A free list is a data structure that holds the addresses of computer memory locations that are available for use by a running program when using dynamic memory allocation. The list becomes necessary when a program must allocate space from an area of free memory called the heap. The implementation of a free list can be a simple linked list or could be a more complex data structure such as a sort tree. Most high-level computer programming languages automatically handle the free list, removing the need for manual management.
When a program requires space to store information during program execution, it must request a specific amount of memory from the underlying operating system. The locations of memory blocks that can be utilized are stored in the free list. For the allocation to be successful, the amount of requested memory needs to be available in one or more of these blocks. When a pointer to an appropriate memory location is returned, that element of the list is removed.

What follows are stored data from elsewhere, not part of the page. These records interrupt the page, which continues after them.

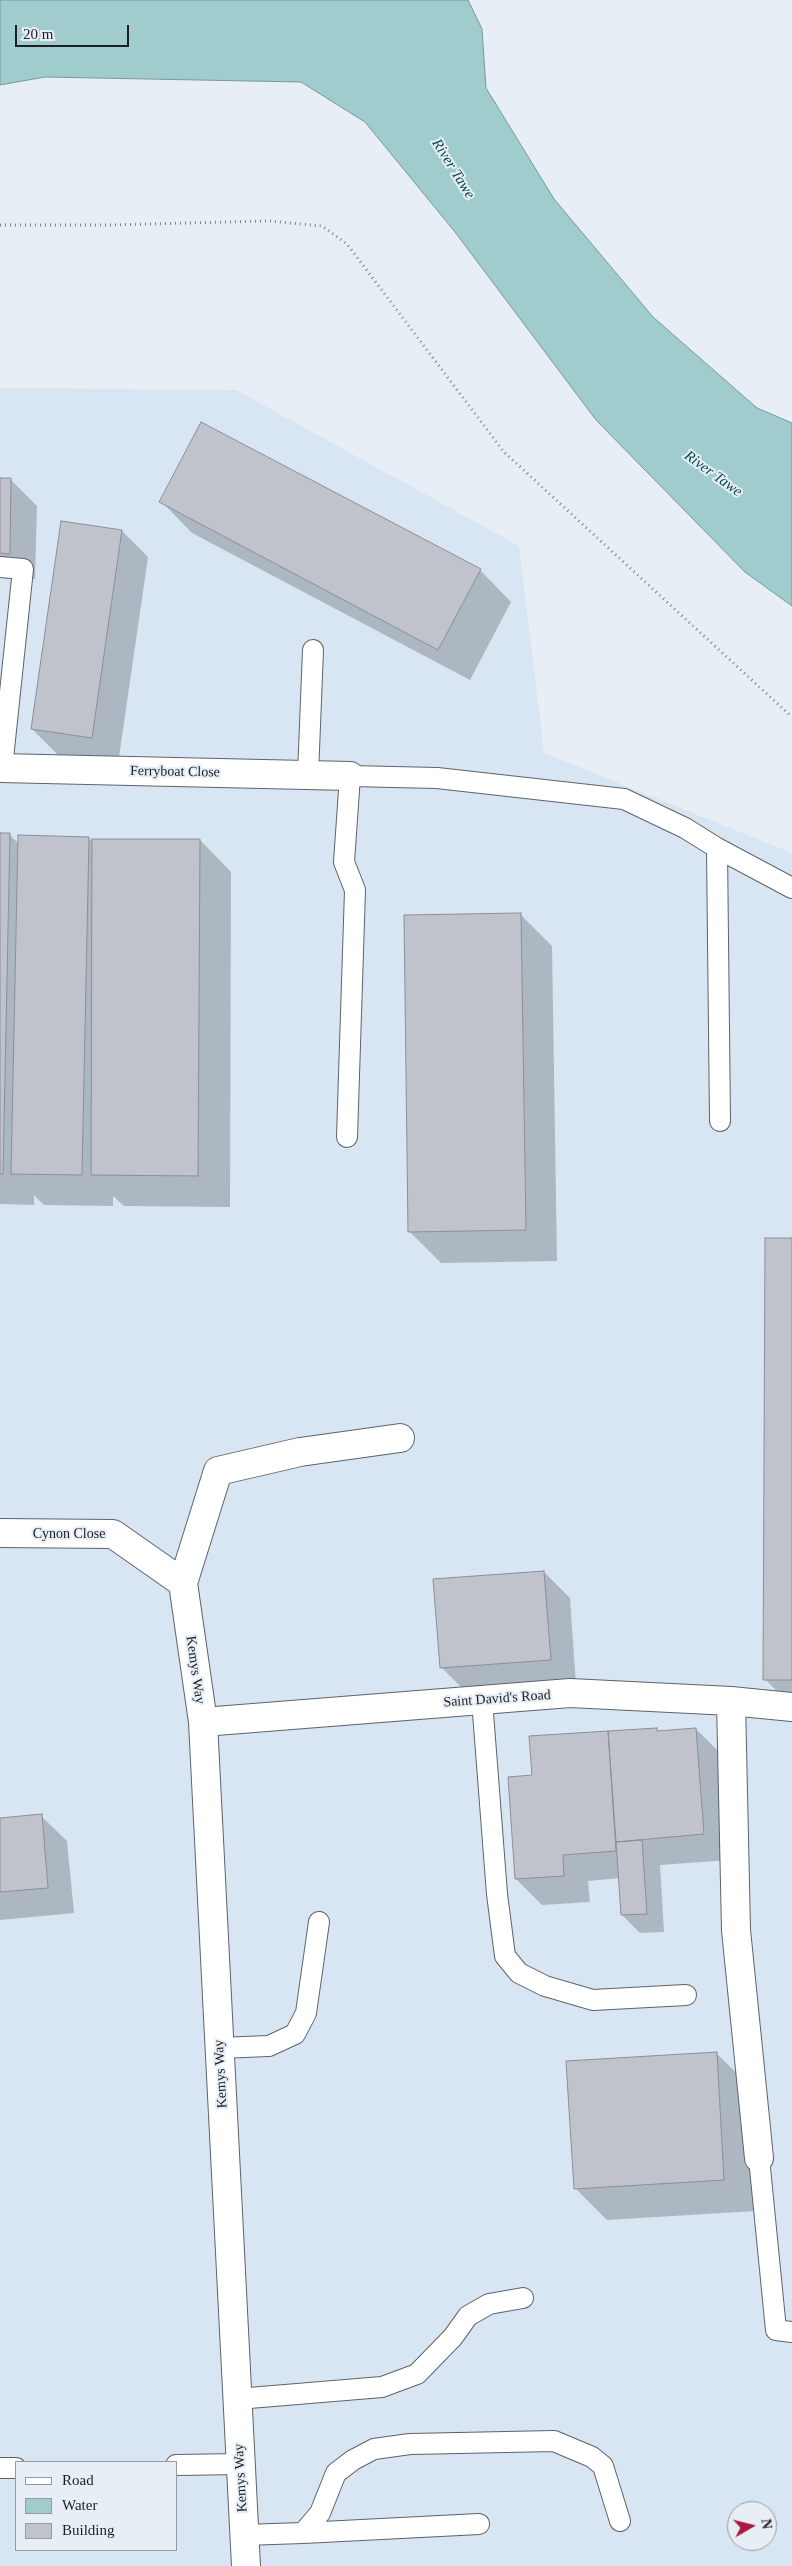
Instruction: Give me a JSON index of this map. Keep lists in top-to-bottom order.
{
  "streets": {
    "street": [
      "Ferryboat Close",
      "Cynon Close",
      "Kemys Way",
      "Saint David's Road"
    ]
  },
  "crossings": [
    ["Cynon Close", "Kemys Way"],
    ["Kemys Way", "Saint David's Road"]
  ],
  "water": ["River Tawe"],
  "legend": ["Road", "Water", "Building"],
  "scale_bar": "20 m",
  "north": "right"
}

After a program is done using the memory, it can de-allocate it. This involves passing the pointer to the memory block back into the free list, where it will become available the next time an allocation is attempted. It is possible for memory allocation to fail because the list is empty or because there are no available memory blocks large enough to fulfill the program’s request.

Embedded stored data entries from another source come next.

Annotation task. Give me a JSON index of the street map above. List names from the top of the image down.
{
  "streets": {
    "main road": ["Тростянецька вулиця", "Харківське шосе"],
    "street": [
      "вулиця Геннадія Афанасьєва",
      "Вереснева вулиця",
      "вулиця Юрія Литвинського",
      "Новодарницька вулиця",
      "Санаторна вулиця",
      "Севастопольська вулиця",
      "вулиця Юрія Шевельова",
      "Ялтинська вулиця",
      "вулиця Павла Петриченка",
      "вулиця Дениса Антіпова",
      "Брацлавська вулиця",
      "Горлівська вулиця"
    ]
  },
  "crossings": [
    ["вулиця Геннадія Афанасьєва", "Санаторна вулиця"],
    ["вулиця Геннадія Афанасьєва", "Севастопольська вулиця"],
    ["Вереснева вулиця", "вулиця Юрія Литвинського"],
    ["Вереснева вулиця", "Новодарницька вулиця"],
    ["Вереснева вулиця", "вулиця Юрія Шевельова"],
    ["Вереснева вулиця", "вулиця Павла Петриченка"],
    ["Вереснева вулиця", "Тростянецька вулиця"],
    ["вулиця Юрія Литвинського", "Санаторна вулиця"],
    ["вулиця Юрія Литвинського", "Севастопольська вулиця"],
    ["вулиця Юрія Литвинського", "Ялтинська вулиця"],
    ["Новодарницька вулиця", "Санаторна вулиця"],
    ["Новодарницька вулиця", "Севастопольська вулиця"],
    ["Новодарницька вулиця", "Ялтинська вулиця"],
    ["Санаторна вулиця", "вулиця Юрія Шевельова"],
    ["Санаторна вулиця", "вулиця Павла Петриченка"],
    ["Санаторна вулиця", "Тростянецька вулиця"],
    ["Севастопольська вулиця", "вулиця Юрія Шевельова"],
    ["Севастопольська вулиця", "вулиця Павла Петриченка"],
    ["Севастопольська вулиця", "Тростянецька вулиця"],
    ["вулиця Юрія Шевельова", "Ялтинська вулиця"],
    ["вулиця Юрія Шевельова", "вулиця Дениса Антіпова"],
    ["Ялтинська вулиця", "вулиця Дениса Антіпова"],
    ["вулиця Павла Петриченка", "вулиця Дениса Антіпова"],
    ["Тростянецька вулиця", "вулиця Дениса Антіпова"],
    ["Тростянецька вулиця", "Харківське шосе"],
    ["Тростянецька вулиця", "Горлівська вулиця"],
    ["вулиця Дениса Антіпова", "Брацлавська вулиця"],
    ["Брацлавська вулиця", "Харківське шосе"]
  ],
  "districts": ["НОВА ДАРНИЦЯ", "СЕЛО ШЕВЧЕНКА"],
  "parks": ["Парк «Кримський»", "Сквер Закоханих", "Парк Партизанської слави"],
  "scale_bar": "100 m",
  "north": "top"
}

The simplest form of memory management is called the first fit system. This system maintains a single list of free memory locations. When a request for memory is sent, the list is traversed and the first block that is large enough is returned. If the block is more than twice the requested size, then it is halved, and the unused half is added back to the list. This method trades simple coding for the risk of having fragmented memory areas that might never be returned to the list.

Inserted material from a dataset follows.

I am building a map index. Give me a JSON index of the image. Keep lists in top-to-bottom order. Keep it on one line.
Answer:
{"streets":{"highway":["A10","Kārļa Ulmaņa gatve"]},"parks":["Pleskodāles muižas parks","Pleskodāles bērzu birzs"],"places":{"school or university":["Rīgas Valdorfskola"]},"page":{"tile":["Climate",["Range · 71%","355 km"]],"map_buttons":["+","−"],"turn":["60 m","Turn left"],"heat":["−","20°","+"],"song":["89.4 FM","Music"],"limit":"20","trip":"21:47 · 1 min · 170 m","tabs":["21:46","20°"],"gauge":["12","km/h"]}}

A different form of memory management is called the buddy allocation system. Unlike the first fit system, buddy allocation keeps several free lists, each one holding open blocks of only one particular size. This means that when an allocation request is received, the list that holds blocks that are just large enough to fill the request is consulted, and an open location is returned. If no free blocks that are less than twice the size requested are available, a larger block is split in two to fulfill the requirements.
The term "free list" can refer to either a single linked list of memory addresses, or it can refer to a much more complex type of data structure. Different types of sort trees, if kept simple and balanced, can help increase the speed of finding open memory blocks at the expense of complicating the source code. A linked list can be slower than a specialized sort tree but creates programming code that is far easier to read, debug and modify.
Some programming languages and operating systems make use of a special mechanism called garbage collection. This is a process that can help take the different entries on a free list and consolidate the free spaces so that they are contiguous. This has the effect of preventing fragmentation and allowing for larger blocks of memory to be allocated.